[Required action]
Where a line below holds the string "display", copy that line.
#### Raw data ####
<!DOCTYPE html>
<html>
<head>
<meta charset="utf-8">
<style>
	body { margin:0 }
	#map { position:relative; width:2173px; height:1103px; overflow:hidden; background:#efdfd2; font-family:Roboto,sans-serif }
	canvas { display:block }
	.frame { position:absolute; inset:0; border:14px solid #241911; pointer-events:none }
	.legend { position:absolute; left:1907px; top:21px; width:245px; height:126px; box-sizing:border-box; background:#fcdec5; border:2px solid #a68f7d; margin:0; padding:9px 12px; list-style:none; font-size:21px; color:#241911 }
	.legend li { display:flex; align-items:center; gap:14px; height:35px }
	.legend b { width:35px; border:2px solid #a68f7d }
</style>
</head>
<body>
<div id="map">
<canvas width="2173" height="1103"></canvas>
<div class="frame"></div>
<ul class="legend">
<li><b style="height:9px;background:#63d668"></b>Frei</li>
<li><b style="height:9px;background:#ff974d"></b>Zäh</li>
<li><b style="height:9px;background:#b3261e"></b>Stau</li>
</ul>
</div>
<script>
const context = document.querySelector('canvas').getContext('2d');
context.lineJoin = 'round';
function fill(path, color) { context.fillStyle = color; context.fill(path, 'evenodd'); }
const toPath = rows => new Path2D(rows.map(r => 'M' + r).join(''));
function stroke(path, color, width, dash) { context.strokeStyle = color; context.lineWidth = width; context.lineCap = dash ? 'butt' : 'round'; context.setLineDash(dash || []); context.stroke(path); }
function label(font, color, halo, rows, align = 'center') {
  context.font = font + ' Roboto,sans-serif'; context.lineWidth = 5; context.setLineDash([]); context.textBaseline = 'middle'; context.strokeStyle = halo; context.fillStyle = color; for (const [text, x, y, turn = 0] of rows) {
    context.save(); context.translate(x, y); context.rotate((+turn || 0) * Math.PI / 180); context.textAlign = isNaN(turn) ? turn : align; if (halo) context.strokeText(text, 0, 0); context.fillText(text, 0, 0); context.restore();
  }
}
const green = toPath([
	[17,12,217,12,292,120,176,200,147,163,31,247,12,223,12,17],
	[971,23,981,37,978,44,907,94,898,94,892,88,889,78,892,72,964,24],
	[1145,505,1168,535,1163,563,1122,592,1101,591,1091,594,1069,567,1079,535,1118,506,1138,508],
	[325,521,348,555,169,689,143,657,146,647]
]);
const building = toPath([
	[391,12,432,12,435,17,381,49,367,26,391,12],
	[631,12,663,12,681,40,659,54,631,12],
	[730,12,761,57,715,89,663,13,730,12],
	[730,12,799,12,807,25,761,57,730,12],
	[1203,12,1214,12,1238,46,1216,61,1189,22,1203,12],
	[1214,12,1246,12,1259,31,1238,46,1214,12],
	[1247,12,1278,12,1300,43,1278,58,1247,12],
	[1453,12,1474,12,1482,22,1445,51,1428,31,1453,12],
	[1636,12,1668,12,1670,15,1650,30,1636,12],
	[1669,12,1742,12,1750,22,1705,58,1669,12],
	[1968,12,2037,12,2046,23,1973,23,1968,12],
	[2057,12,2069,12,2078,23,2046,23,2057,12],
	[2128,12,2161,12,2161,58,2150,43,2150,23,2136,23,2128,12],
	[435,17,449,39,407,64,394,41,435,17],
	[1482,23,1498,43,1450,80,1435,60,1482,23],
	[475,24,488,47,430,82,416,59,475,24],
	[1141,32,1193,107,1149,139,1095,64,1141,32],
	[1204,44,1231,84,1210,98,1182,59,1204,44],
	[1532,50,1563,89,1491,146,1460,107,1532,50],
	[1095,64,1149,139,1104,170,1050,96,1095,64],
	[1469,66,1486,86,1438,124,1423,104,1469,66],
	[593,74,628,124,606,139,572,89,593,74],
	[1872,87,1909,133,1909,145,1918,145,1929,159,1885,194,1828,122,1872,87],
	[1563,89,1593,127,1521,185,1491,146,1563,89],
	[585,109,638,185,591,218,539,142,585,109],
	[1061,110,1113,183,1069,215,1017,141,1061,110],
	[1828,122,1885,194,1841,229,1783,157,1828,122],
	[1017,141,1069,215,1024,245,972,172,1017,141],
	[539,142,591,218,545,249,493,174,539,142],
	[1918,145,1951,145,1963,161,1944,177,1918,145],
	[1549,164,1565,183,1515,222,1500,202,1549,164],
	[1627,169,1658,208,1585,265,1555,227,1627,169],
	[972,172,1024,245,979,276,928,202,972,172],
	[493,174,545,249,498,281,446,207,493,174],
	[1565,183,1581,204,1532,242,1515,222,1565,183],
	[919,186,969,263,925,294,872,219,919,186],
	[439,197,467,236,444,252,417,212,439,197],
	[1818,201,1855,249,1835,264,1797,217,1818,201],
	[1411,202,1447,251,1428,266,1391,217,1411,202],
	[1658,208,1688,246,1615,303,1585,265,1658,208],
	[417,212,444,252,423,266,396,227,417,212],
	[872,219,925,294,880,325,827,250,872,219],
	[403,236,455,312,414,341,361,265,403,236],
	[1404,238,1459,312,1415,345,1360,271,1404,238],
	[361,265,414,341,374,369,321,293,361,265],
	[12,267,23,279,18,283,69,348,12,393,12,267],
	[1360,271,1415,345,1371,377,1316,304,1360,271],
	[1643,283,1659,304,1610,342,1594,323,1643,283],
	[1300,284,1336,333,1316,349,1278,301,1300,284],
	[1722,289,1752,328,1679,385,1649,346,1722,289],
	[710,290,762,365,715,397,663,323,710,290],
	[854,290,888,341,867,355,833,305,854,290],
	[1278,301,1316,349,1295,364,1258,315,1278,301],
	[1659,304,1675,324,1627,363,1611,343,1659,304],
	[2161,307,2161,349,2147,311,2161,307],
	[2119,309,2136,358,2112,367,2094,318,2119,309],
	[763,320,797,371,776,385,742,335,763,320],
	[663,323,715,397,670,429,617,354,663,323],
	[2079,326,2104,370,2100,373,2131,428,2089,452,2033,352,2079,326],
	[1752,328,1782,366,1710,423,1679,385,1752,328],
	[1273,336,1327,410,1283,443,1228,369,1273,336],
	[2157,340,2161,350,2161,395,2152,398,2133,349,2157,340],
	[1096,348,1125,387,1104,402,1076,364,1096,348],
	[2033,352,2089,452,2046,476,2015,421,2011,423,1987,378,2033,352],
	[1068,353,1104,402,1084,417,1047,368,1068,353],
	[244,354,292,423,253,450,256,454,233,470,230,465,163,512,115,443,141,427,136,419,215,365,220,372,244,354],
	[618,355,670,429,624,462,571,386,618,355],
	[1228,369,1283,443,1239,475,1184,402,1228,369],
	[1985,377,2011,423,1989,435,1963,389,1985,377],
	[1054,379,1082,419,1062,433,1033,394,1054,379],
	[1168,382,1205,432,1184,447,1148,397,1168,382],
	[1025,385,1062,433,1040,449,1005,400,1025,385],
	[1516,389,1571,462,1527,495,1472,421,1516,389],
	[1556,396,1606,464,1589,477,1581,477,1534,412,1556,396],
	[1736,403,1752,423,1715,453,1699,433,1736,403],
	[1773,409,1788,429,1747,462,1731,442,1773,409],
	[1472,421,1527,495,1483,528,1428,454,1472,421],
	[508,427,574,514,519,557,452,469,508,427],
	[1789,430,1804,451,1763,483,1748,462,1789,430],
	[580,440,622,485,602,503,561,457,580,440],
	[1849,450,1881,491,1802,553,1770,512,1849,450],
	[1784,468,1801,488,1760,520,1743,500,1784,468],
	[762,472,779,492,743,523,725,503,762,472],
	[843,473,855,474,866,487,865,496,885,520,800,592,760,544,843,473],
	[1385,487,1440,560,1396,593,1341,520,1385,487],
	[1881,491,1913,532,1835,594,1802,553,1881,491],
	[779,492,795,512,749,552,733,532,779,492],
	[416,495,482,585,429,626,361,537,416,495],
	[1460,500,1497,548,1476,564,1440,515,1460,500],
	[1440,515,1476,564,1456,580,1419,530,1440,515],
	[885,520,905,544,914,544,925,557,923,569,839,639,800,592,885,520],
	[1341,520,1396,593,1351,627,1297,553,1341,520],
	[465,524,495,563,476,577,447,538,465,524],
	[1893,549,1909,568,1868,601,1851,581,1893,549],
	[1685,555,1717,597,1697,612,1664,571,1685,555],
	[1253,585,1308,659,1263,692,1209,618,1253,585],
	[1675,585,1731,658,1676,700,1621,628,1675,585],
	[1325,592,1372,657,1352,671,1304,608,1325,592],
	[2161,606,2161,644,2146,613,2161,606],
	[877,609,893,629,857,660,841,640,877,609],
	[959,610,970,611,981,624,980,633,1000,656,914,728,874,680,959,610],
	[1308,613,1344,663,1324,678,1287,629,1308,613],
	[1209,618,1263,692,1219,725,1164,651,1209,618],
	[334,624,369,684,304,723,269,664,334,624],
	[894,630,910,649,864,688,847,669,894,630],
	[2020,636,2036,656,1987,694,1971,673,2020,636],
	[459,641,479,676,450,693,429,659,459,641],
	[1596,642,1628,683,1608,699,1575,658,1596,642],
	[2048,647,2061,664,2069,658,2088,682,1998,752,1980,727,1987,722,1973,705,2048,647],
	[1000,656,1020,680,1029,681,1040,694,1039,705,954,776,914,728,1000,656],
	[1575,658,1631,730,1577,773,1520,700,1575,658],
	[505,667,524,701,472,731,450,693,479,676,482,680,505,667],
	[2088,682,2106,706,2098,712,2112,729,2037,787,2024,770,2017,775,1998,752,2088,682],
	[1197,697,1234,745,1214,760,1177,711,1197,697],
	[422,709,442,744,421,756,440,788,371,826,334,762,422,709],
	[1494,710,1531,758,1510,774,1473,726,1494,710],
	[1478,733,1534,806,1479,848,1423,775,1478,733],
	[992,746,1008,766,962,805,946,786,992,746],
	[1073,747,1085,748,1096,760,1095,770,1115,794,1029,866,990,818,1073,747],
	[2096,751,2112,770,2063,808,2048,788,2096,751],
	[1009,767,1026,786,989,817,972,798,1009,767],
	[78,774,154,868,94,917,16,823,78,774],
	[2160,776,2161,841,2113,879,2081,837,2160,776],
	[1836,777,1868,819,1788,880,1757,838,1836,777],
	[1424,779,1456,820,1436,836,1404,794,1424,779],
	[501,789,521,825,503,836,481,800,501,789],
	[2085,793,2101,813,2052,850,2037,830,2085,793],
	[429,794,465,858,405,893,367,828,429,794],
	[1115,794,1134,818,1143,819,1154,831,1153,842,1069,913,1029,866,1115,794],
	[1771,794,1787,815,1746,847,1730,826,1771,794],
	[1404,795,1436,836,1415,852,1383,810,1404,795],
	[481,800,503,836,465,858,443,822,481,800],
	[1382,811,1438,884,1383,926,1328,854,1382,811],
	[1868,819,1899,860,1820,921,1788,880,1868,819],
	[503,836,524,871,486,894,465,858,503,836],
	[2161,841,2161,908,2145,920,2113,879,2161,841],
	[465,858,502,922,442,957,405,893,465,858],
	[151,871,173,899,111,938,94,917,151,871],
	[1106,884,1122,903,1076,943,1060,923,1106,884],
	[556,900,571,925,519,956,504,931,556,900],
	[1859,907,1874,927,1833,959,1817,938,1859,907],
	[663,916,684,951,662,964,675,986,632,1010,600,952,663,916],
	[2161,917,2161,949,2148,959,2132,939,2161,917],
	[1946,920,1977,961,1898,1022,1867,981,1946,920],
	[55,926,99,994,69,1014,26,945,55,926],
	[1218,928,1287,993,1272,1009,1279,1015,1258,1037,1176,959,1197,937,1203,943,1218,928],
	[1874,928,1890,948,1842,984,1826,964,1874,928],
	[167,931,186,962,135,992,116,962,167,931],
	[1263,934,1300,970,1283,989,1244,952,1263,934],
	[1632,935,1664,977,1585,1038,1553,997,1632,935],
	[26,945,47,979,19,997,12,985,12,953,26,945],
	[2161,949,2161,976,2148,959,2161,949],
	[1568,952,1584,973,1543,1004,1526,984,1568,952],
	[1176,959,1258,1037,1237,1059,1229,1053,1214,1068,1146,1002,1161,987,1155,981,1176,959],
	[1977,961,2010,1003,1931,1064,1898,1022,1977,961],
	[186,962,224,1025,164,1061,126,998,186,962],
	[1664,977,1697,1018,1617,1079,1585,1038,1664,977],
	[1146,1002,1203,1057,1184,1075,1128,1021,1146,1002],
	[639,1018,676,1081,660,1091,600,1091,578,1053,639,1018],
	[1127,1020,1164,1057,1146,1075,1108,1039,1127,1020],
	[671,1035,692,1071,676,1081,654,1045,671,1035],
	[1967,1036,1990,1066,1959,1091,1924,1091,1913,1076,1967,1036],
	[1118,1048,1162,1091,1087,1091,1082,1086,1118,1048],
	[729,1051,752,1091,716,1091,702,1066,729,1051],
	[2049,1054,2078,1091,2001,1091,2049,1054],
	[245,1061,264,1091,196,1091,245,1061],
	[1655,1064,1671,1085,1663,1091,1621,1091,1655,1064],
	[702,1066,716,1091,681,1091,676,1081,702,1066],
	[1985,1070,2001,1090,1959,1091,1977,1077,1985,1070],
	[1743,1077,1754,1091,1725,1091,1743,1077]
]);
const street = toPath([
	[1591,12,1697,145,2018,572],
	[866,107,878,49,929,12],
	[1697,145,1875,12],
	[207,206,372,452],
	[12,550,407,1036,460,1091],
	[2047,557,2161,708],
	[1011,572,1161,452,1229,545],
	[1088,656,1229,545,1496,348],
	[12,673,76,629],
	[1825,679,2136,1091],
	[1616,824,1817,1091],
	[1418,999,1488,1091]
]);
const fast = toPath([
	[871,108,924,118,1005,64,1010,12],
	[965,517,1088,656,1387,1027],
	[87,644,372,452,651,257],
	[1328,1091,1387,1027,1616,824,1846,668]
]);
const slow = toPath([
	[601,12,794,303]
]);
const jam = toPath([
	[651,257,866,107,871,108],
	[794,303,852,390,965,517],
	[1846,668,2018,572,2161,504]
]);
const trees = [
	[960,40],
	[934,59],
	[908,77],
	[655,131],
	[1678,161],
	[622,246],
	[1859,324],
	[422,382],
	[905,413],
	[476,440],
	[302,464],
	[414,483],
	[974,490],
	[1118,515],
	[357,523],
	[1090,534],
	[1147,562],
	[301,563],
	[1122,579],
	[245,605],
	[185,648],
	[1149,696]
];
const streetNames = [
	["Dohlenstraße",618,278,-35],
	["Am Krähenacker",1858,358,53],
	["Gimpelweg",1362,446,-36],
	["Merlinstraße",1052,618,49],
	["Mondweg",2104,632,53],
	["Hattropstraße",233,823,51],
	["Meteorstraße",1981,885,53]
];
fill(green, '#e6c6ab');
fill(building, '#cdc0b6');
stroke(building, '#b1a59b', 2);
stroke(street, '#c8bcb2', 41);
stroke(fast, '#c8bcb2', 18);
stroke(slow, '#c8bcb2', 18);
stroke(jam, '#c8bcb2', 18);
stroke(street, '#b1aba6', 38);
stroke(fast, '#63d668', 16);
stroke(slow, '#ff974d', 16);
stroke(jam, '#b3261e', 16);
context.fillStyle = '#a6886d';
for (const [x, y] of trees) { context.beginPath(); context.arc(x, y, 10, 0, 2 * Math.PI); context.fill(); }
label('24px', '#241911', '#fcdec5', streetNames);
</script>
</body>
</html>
####
[Expected answer]
	canvas { display:block }
	.legend li { display:flex; align-items:center; gap:14px; height:35px }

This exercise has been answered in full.